In just two generations, our relationship with food has morphed beyond recognition. Where once families used their plots of land to grow what they could (and throwing anything away was unheard of), the age of convenience foods and having an abundance of supply has diminished the value we place on the food we eat.
So much so that nearly 30 per cent of farmland worldwide is used to produce food that is never consumed. In fact, Australians will throw away one out of every five food items they buy.
But a grassroots community founded by a Sunshine Coast resident on a mission to reverse this has been quickly gaining traction in the region.
Determined to break the habit of food waste, Coes Creek resident Helen Andrew created Spare Harvest so people could connect to share excess produce, unwanted food in the pantry, glass jars, eggs, seedlings and various gardening items.

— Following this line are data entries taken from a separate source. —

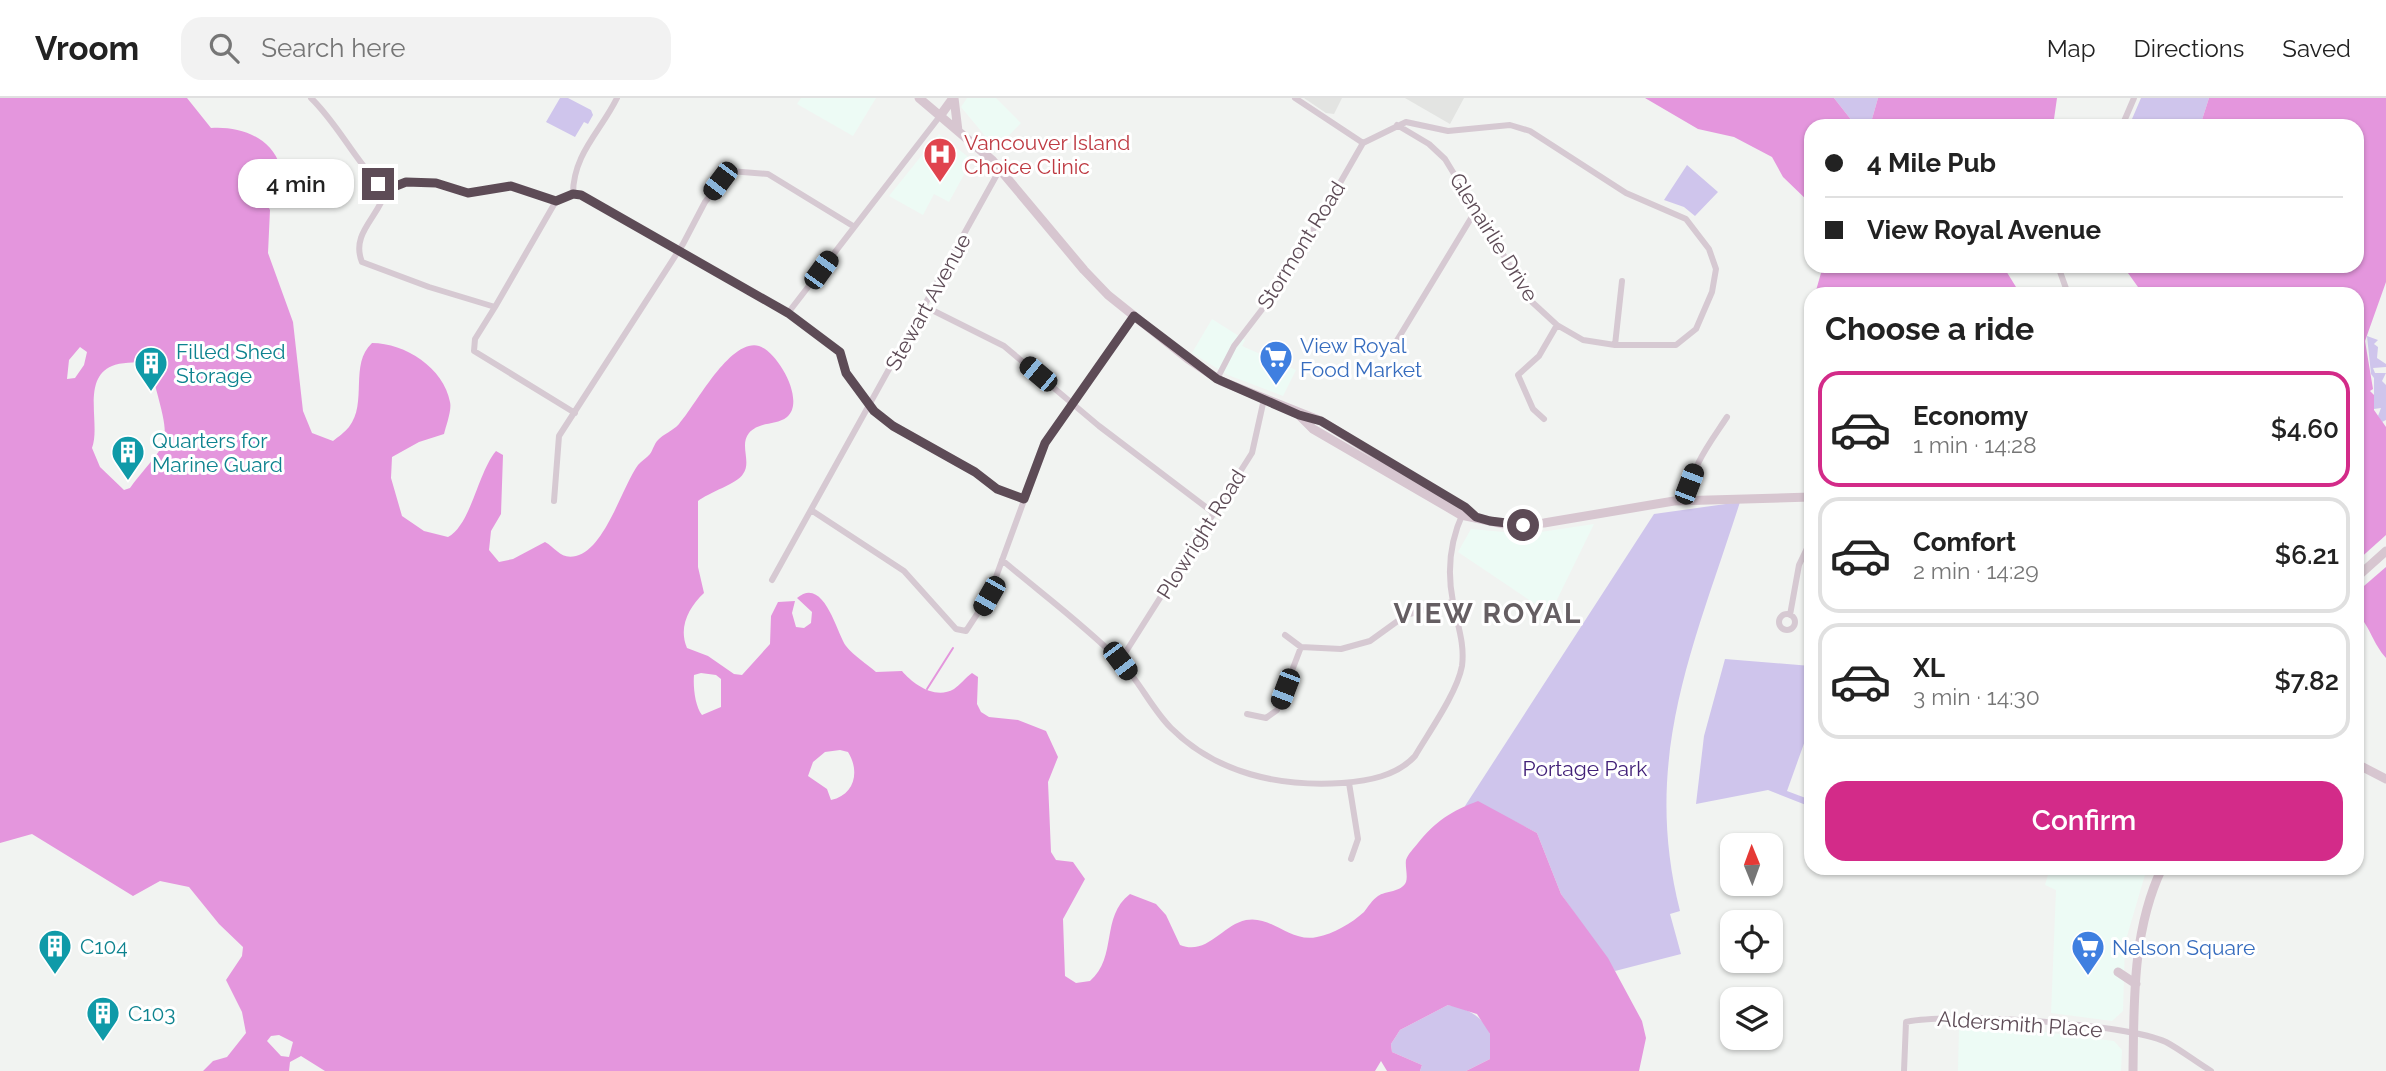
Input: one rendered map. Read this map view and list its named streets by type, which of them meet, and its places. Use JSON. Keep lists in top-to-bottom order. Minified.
{"streets":{"street":["Glenairlie Drive","Stormont Road","Stewart Avenue","Plowright Road","Aldersmith Place"]},"districts":["VIEW ROYAL"],"parks":["Portage Park"],"places":{"hospital":["Vancouver Island Choice Clinic"],"supermarket":["View Royal Food Market","Nelson Square"],"building":["Filled Shed Storage","Quarters for Marine Guard","C104","C103"]},"north":"top","page":{"header":"Vroom","search":"Search here","nav":["Map","Directions","Saved"],"banner":["4 Mile Pub","View Royal Avenue"],"bubble":"4 min","heading":"Choose a ride","list":[{"name":"Economy","note":"1 min · 14:28","value":"$4.60"},{"name":"Comfort","note":"2 min · 14:29","value":"$6.21"},{"name":"XL","note":"3 min · 14:30","value":"$7.82"}],"buttons":"Confirm"}}
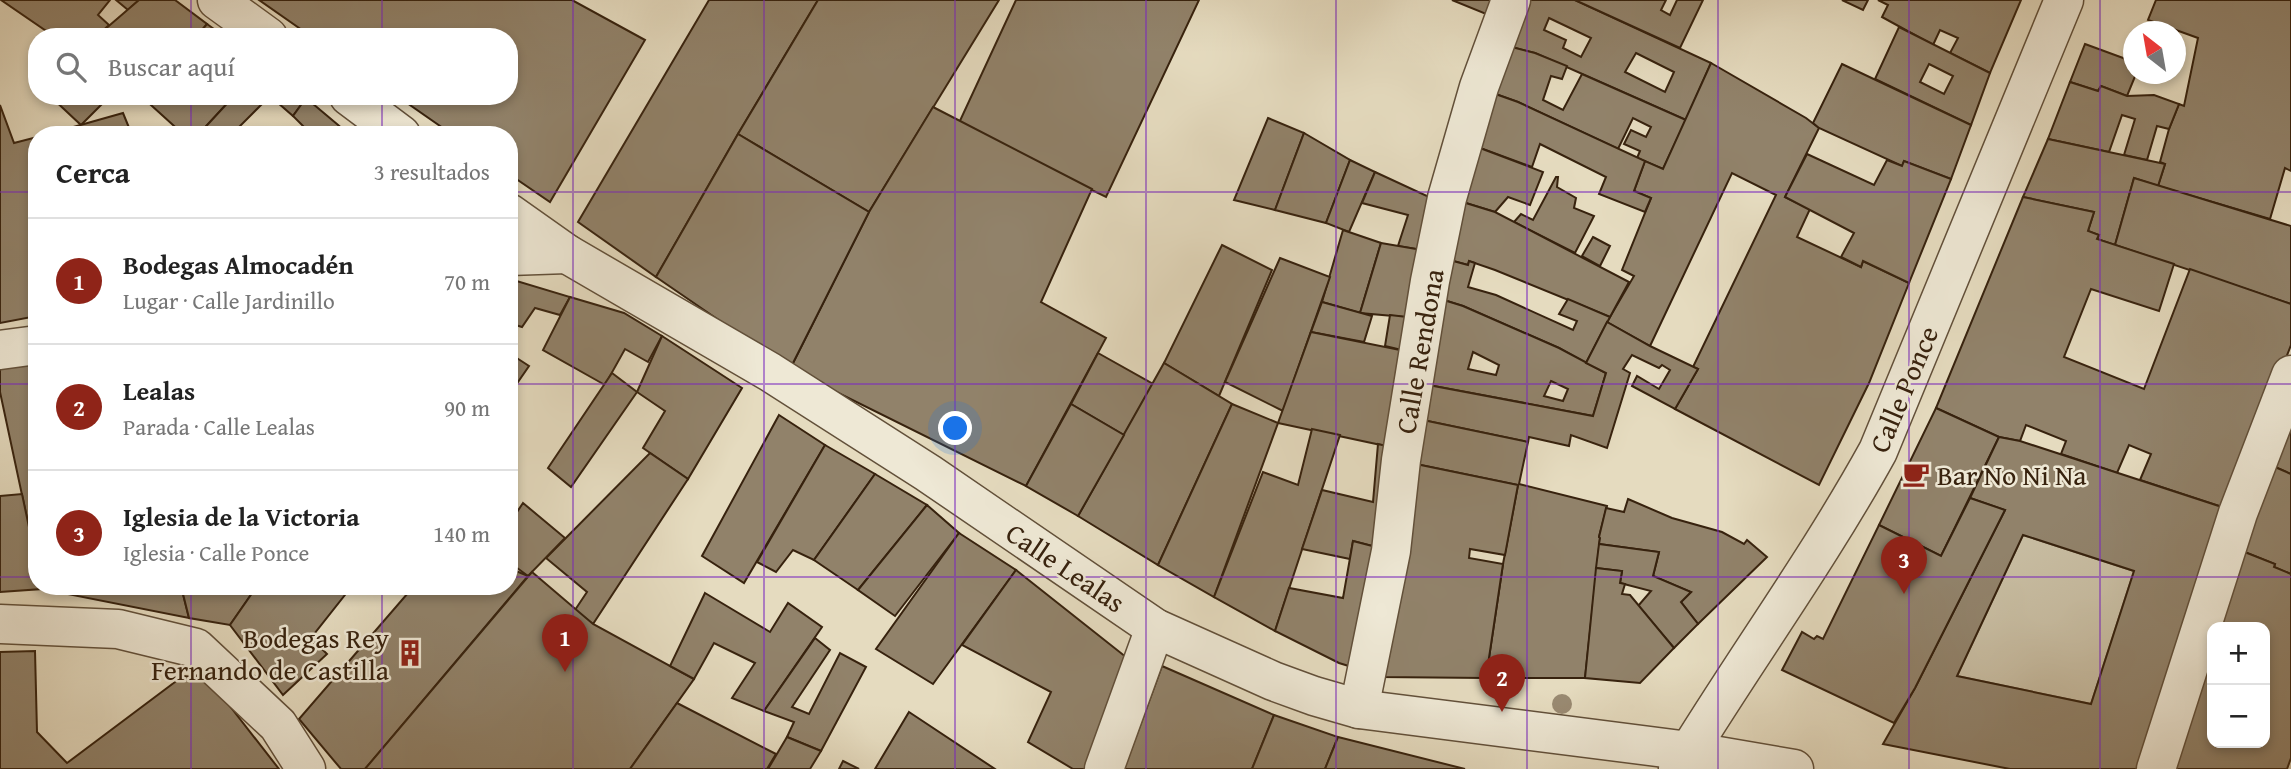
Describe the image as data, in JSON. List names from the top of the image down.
{
  "streets": {
    "street": ["Calle Rendona", "Calle Ponce", "Calle Lealas"]
  },
  "crossings": [
    ["Calle Rendona", "Calle Lealas"],
    ["Calle Ponce", "Calle Lealas"]
  ],
  "places": {
    "cafe": ["Bar No Ni Na"],
    "building": ["Bodegas Rey Fernando de Castilla"]
  },
  "north": "top left",
  "page": {
    "search": "Buscar aquí",
    "heading": ["Cerca", "3 resultados"],
    "list": [
      {
        "mark": "1",
        "name": "Bodegas Almocadén",
        "note": "Lugar · Calle Jardinillo",
        "value": "70 m"
      },
      {
        "mark": "2",
        "name": "Lealas",
        "note": "Parada · Calle Lealas",
        "value": "90 m"
      },
      {
        "mark": "3",
        "name": "Iglesia de la Victoria",
        "note": "Iglesia · Calle Ponce",
        "value": "140 m"
      }
    ],
    "pins": ["3", "1", "2"],
    "map_buttons": ["+", "−"]
  }
}
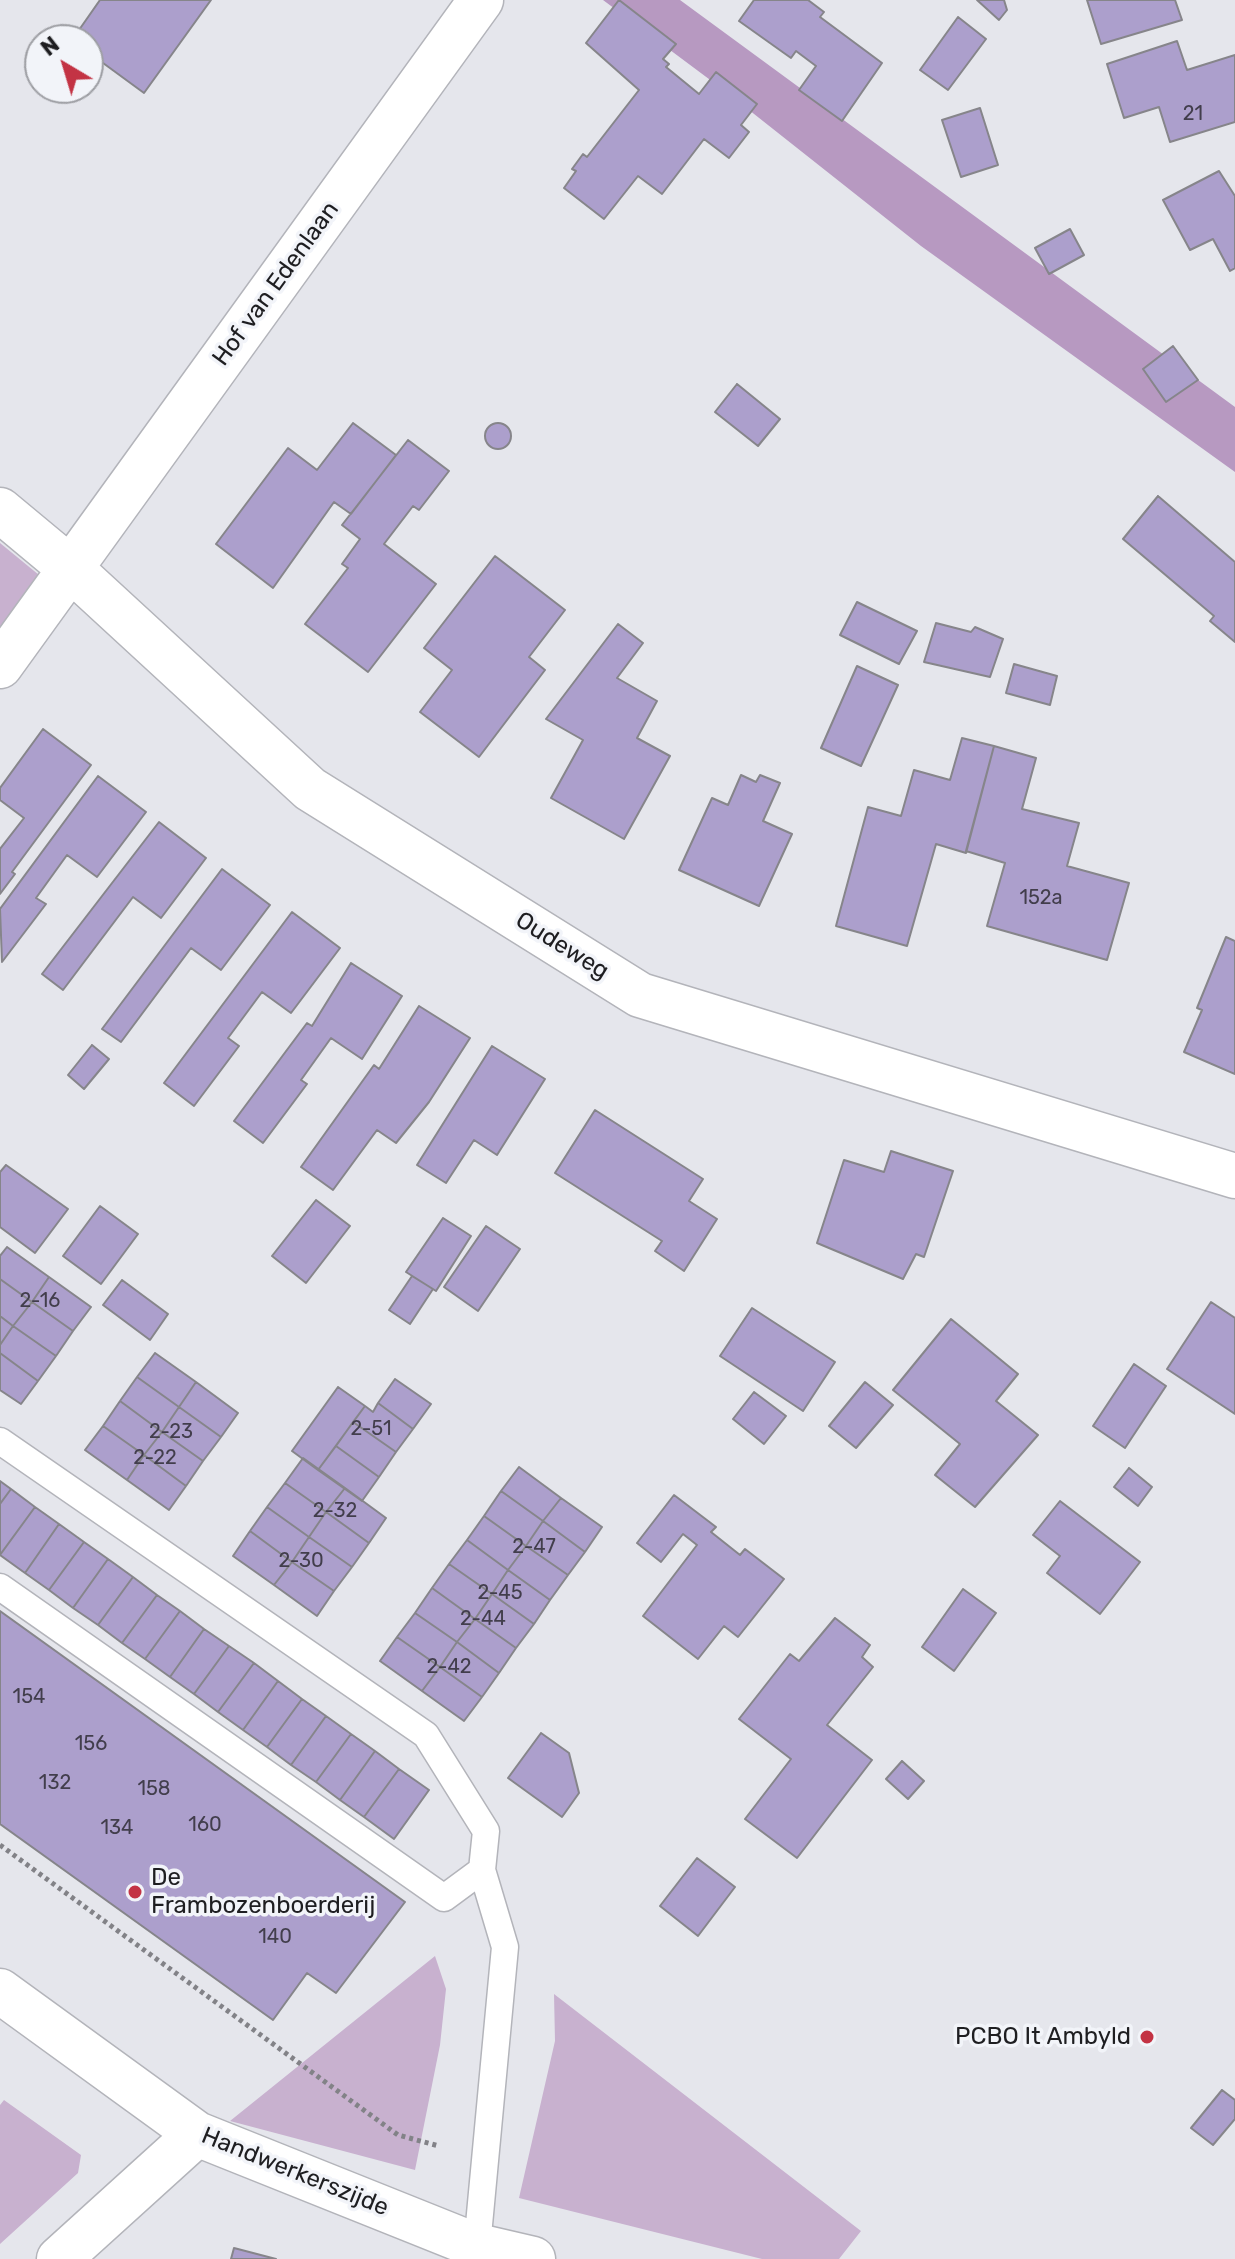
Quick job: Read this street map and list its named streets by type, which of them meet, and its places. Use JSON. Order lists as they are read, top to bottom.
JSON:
{
  "streets": {
    "street": ["Hof van Edenlaan", "Oudeweg", "Handwerkerszijde"]
  },
  "crossings": [
    ["Hof van Edenlaan", "Oudeweg"]
  ],
  "places": ["De Frambozenboerderij", "PCBO It Ambyld"],
  "house_numbers": [
    "21",
    "152a",
    "2-16",
    "2-51",
    "2-23",
    "2-22",
    "2-32",
    "2-47",
    "2-30",
    "2-45",
    "2-44",
    "2-42",
    "154",
    "156",
    "132",
    "158",
    "160",
    "134",
    "140"
  ],
  "north": "top left"
}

Helen and husband Ron moved to the Sunshine Coast in 2013 to give their children Alesya and Jaryd a taste of life on the land. When the established fruit trees on their three-quarter-acre property began to yield produce, there was simply too much for them to eat and their neighbours were also dealing with an oversupply of fruit, so Helen couldn’t give it away.
Devastated, she ended up burying hundreds of pieces of unwanted fruit in the ground. As she repeated this process the following year, Helen devised a plan to create a platform where people searching for fruit like hers would be able to receive it for little or no cost, ultimately reducing food waste.
The simple idea swiftly became a movement, which now has more than 2000 members.
Helen says not only is Spare Harvest a waste-reducing technique, but it also encourages people to reconnect with their community and begin to once again be mindful of what they consume and where it is coming from.
“It is the power of taking stock of what you’ve got,” she says. “All this stuff we might call waste, someone else calls a resource and we are all about rehoming resources for the right person so that they are used and not wasted.
“When all of the people in my street have mandarins on their trees – and they all go ripe at once – we have the potential for waste, but people living on the coast struggle to grow fruit trees because they have sandy soil. They would love to take these mandarins off my hands. I truly believe we don’t have to reduce our waste all by ourselves; collectively we are reducing our waste footprint.”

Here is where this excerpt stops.